La Femme de France au xviiie siècle


Quelle est au xviiie siècle, et particulièrement à la veille de la Révolution française, la situation de la femme en France ? Une étude générale est difficile, la disparité, la complication de l’édifice social et administratif de l’ancien régime se retrouvant naturellement en pareille matière, la situation de la femme variant comme celle de l’homme, d’ordre à ordre, de province à province, de métier à métier. Et seule une série de monographies encore à faire où l’on étudierait la femme à la Cour et à la ville, à l’atelier et aux champs, dans l’église ou le monde permettrait de se faire une idée exacte de la contribution féminine au développement de la civilisation.

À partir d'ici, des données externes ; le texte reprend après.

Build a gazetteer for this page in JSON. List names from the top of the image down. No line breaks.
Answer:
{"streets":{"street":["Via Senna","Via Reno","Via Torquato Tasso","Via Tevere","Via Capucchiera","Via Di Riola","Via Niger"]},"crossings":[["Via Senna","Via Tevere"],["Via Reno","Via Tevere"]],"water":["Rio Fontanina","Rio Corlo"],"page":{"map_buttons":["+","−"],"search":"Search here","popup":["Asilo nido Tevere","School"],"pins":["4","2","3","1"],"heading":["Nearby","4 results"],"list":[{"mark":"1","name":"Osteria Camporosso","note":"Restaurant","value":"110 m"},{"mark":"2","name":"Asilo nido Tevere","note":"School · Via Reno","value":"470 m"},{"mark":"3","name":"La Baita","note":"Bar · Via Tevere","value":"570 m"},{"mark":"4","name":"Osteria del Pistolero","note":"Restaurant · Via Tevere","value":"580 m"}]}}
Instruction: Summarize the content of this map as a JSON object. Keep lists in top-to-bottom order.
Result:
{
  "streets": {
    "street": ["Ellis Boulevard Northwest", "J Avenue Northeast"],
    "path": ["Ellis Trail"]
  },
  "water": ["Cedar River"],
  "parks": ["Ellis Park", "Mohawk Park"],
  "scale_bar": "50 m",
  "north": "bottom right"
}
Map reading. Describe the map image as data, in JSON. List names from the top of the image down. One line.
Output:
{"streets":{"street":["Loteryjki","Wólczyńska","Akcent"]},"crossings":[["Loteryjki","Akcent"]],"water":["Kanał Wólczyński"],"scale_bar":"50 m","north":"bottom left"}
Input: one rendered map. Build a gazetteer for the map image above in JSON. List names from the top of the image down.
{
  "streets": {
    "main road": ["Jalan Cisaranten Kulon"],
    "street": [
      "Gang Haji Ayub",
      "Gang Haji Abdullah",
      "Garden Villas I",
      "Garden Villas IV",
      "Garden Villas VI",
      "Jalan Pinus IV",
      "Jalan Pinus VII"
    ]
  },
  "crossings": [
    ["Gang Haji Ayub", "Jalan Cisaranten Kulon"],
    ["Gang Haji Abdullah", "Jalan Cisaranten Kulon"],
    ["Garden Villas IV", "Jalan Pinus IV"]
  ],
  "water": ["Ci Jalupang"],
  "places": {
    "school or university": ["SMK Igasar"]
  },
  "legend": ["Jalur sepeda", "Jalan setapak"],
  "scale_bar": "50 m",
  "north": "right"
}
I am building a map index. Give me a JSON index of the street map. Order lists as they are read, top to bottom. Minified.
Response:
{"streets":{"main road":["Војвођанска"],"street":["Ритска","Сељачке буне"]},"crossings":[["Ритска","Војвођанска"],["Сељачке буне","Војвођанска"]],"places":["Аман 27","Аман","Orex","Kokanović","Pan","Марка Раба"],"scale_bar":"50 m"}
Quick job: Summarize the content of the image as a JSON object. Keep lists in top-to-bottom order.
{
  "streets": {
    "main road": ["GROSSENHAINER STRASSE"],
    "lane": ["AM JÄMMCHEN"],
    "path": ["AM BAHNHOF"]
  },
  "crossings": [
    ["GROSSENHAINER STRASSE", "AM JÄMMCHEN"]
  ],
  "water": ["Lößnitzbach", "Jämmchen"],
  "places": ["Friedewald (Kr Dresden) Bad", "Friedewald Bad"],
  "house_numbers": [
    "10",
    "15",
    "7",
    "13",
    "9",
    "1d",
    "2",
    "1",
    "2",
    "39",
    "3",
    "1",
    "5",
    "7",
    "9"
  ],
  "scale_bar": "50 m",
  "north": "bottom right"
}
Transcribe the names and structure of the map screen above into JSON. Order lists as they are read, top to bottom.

Il importe d’ailleurs, pour ne pas faire fausse route et ne pas donner des faits une interprétation inexacte, de bien distinguer la condition de la femme et son rôle, la place que lui assignent les lois et celle que lui laissent prendre les mœurs, qui varient souvent en raison inverse, en tous cas ne suivent jamais une courbe analogue. Quel rapport établir en apparence, quelle commune mesure entre une Mme  de Pompadour, une Mme  du Barry, une Marie-Antoinette, reines ou plus que reines, et les humbles bourgeoises dont le pinceau de Chardin nous retrace la calme vie familiale, entre la paysanne vendéenne ou bretonne, âme médiévale courbée sous le joug des prêtres et des hobereaux, croyant le ciel et l’enfer à leur service, et la femme de la halle, hardie et frondeuse, prête déjà pour les mouvements populaires, qui hue l’archevêque et chansonne le roi ? Leur rôle social est évidemment très différent.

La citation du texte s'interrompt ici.